DATASET RECORDS below:

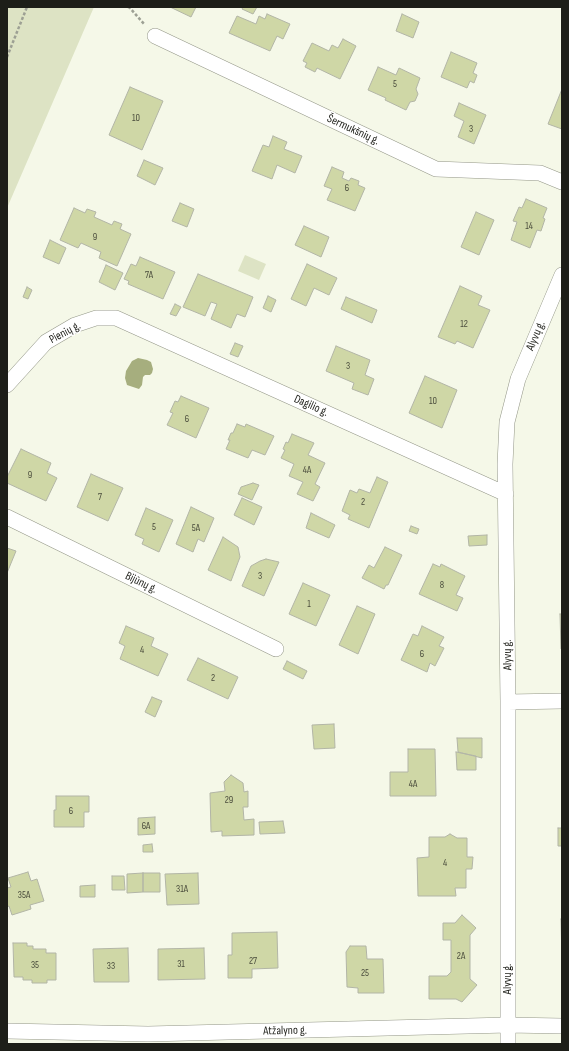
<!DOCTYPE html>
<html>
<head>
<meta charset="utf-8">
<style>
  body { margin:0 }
  #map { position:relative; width:569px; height:1051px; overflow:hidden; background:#f5f8e8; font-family:"Sofia Sans Condensed",sans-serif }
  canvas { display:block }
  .frame { position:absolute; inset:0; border:8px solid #1d1e18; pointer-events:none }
</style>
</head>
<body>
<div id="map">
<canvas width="569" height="1051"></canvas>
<div class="frame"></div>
</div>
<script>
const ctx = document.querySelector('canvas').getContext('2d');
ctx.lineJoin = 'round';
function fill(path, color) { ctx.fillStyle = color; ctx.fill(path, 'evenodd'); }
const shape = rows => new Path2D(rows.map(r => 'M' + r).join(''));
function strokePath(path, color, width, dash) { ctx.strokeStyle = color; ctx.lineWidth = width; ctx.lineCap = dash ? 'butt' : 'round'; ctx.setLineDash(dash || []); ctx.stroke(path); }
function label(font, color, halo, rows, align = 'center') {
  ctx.font = font + ' "Sofia Sans Condensed",sans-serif'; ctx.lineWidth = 3; ctx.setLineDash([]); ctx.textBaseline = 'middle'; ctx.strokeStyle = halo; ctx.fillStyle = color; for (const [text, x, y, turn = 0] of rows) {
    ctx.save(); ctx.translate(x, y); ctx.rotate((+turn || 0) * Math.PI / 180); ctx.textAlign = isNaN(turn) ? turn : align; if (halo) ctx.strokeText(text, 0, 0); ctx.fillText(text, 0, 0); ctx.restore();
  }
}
fill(shape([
  [7,7,94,7,7,208],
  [245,255,266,264,259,280,238,271]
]), '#dde3c4');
fill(shape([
  [138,358,147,360,151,362,153,369,152,373,150,375,145,375,143,377,142,385,139,389,127,385,125,378,126,371,132,361]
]), '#a6ae7e');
const building = shape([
  [170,7,196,7,191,17,170,7],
  [243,7,257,7,253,14,242,9,243,7],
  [267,14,290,24,283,39,277,36,270,51,229,33,237,16,256,24,259,16,265,19,267,14],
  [402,14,419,22,413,38,396,31,402,14],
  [343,39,356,46,340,79,317,68,315,72,305,67,307,63,303,61,312,43,329,51,332,45,338,48,343,39],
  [451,52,477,63,473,73,477,75,474,83,470,81,467,88,441,77,451,52],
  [378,67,396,75,399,68,420,78,416,89,418,94,415,101,410,102,406,110,385,100,386,98,368,90,378,67],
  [130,87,163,101,142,150,109,135,130,87],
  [562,89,562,129,548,124,562,89],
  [459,103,486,115,474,144,458,137,464,121,454,116,459,103],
  [273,136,287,142,284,149,302,156,295,173,277,165,272,179,252,171,263,145,269,147,273,136],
  [144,160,163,168,155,185,137,176,144,160],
  [332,167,344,172,342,178,349,181,351,178,359,181,358,185,365,188,355,211,327,200,332,189,324,186,332,167],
  [526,199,547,208,543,218,545,219,541,231,537,230,530,248,511,240,517,222,513,221,519,207,522,208,526,199],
  [180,203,194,209,187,227,172,221,180,203],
  [74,208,85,213,87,209,96,212,94,217,112,225,114,221,122,224,120,229,131,234,117,266,99,258,101,252,81,243,78,248,60,240,74,208],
  [476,212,494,220,479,255,461,247,476,212],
  [304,226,329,237,321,257,295,245,304,226],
  [50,240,66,248,59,264,43,257,50,240],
  [140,257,175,272,163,299,128,284,129,281,124,279,131,264,136,266,140,257],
  [307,264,337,278,329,295,314,288,306,306,291,299,307,264],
  [106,265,123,273,115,290,99,282,106,265],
  [198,274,253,297,245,317,237,314,231,328,211,319,217,304,211,302,205,316,183,307,198,274],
  [460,286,482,296,478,305,490,310,473,348,457,341,455,344,438,337,460,286],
  [27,287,32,290,28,299,23,297,27,287],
  [268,296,276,300,271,312,263,308,268,296],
  [346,297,377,310,372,323,341,309,346,297],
  [175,304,181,307,176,316,170,314,175,304],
  [235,343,243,346,238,357,230,354,235,343],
  [336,346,370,360,365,375,374,379,368,395,352,389,354,383,326,371,336,346],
  [425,376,457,390,442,428,409,413,425,376],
  [181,396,209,408,196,438,167,425,173,413,170,412,175,401,178,402,181,396],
  [237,424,245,427,246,424,274,436,265,455,252,450,248,458,226,449,230,440,228,440,231,433,233,433,237,424],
  [292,434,314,443,308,455,325,463,315,484,320,487,313,501,297,494,303,482,289,476,294,464,281,458,285,450,283,449,286,442,288,443,292,434],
  [21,449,51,463,47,473,57,478,46,501,7,483,7,477,21,449],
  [91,474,123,488,108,521,77,507,91,474],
  [377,477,388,482,369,528,348,519,350,515,342,511,350,490,357,493,359,489,370,493,377,477],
  [253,483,259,485,252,500,238,494,241,487,253,483],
  [242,498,262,507,254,525,234,515,242,498],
  [191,507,214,518,204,542,198,539,193,552,176,544,191,507],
  [146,508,173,520,159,552,142,544,144,539,135,535,146,508],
  [311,513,335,525,329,538,306,528,311,513],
  [411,526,419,529,417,534,409,531,411,526],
  [487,535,487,545,469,546,468,536,487,535],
  [223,537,238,547,240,557,231,581,208,570,223,537],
  [385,547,402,555,388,585,386,585,384,589,362,578,369,565,374,568,385,547],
  [7,548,16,551,7,573,7,548],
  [266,559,279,562,264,596,242,586,251,566,260,561,266,559],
  [433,564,440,567,441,564,465,576,456,595,463,598,457,611,419,594,433,564],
  [303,583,330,595,316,626,289,614,303,583],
  [357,606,375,614,358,654,339,645,357,606],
  [560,614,562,614,562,649,561,649,560,614],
  [126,626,154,638,151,646,168,654,158,676,120,659,125,646,119,643,126,626],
  [422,626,444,637,439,646,444,648,435,666,430,663,427,672,401,660,413,634,418,636,422,626],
  [198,658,238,677,228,699,187,680,198,658],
  [287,661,307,671,303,679,283,669,287,661],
  [152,697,162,701,155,717,145,712,152,697],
  [334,724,335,748,314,749,312,725,334,724],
  [457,738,482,738,482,758,458,752,457,738],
  [408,749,435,749,436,796,390,796,390,772,408,772,408,749],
  [456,752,476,756,476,770,457,770,456,752],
  [231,775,243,783,244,792,248,791,248,807,243,807,244,820,254,819,254,835,222,836,222,831,211,832,210,793,225,791,224,782,231,775],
  [56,796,89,796,89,812,84,812,84,827,54,827,54,810,56,810,56,796],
  [155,817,155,834,138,835,138,818,155,817],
  [283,821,285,833,260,834,259,822,283,821],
  [558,828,562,828,562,846,558,846,558,828],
  [450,834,457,838,467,838,467,857,473,857,472,869,466,869,466,888,455,888,456,896,418,896,417,858,429,857,429,837,445,837,450,834],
  [152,844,153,852,143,852,143,845,152,844],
  [28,872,31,881,37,879,44,901,30,905,31,909,12,915,9,906,7,907,7,888,11,887,8,878,28,872],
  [143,873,160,873,160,892,143,892,143,873],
  [143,873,143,892,127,893,127,874,143,873],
  [198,873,199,904,167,905,165,874,198,873],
  [112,876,124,876,125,890,112,890,112,876],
  [95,885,95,897,80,897,80,886,95,885],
  [462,915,476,928,470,935,470,979,477,985,462,1002,456,999,429,999,429,976,447,976,451,972,451,940,443,940,443,923,455,923,462,915],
  [561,919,562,919,562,960,561,919],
  [277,932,278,968,252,969,252,978,228,978,228,955,232,955,232,933,277,932],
  [13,943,27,943,27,946,33,946,33,949,46,949,46,953,56,953,56,980,47,980,47,983,32,983,32,980,23,980,23,977,14,977,13,943],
  [350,946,366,946,367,959,383,959,384,993,358,993,358,988,347,987,346,952,350,946],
  [128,948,129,982,94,982,93,949,128,948],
  [204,948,205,979,158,980,158,949,204,948]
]);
fill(building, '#cfd7a6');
strokePath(building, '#b2b5a6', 1);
const minor = shape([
  [155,36,436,169,540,173,562,182],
  [7,385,46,342,75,325,96,318,116,318,506,494],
  [7,517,276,649],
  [508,702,562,701],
  [7,1031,148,1034,508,1025,562,1026],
  [508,1044,508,702,505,464,507,422,518,379,562,275]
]);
strokePath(minor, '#949788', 16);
strokePath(shape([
  [128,7,130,8,145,25],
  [7,57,27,7]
]), '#9da094', 2.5, [3, 2]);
strokePath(minor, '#fff', 15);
label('10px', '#4a4c3c', null, [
  ["5",395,84],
  ["10",136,118],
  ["3",471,129],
  ["6",347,188],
  ["14",529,226],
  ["9",95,237],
  ["7A",149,275],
  ["12",464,324],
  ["3",348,366],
  ["10",433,401],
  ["6",187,419],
  ["4A",307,470],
  ["9",30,475],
  ["7",100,497],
  ["2",363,502],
  ["5",154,527],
  ["5A",196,528],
  ["3",260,576],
  ["8",442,585],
  ["1",309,604],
  ["4",142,650],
  ["6",422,654],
  ["2",213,678],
  ["4A",413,784],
  ["29",229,800],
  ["6",71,811],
  ["6A",146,826],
  ["4",445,863],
  ["31A",182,889],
  ["35A",24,895],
  ["2A",461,956],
  ["27",253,961],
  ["31",181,964],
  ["35",35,965],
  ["33",111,966],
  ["25",365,973]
]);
label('12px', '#1d1e18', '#fff', [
  ["Šermukšnių g.",353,130,25],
  ["Pienių g.",65,333,-28],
  ["Alyvų g.",536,336,-67],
  ["Dagilio g.",311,406,24],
  ["Bijūnų g.",141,583,26],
  ["Alyvų g.",508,655,-91],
  ["Alyvų g.",508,979,-90],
  ["Atžalyno g.",285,1031,-1]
]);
</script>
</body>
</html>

End of DATASET RECORDS.

» PROBLEM STATEMENT
Write out exactly the opening lines of the data, stopping after the line that holds "[245,255,266,264,259,280,238,271]". Exclude pictures.

» RESPONSE
<!DOCTYPE html>
<html>
<head>
<meta charset="utf-8">
<style>
  body { margin:0 }
  #map { position:relative; width:569px; height:1051px; overflow:hidden; background:#f5f8e8; font-family:"Sofia Sans Condensed",sans-serif }
  canvas { display:block }
  .frame { position:absolute; inset:0; border:8px solid #1d1e18; pointer-events:none }
</style>
</head>
<body>
<div id="map">
<canvas width="569" height="1051"></canvas>
<div class="frame"></div>
</div>
<script>
const ctx = document.querySelector('canvas').getContext('2d');
ctx.lineJoin = 'round';
function fill(path, color) { ctx.fillStyle = color; ctx.fill(path, 'evenodd'); }
const shape = rows => new Path2D(rows.map(r => 'M' + r).join(''));
function strokePath(path, color, width, dash) { ctx.strokeStyle = color; ctx.lineWidth = width; ctx.lineCap = dash ? 'butt' : 'round'; ctx.setLineDash(dash || []); ctx.stroke(path); }
function label(font, color, halo, rows, align = 'center') {
  ctx.font = font + ' "Sofia Sans Condensed",sans-serif'; ctx.lineWidth = 3; ctx.setLineDash([]); ctx.textBaseline = 'middle'; ctx.strokeStyle = halo; ctx.fillStyle = color; for (const [text, x, y, turn = 0] of rows) {
    ctx.save(); ctx.translate(x, y); ctx.rotate((+turn || 0) * Math.PI / 180); ctx.textAlign = isNaN(turn) ? turn : align; if (halo) ctx.strokeText(text, 0, 0); ctx.fillText(text, 0, 0); ctx.restore();
  }
}
fill(shape([
  [7,7,94,7,7,208],
  [245,255,266,264,259,280,238,271]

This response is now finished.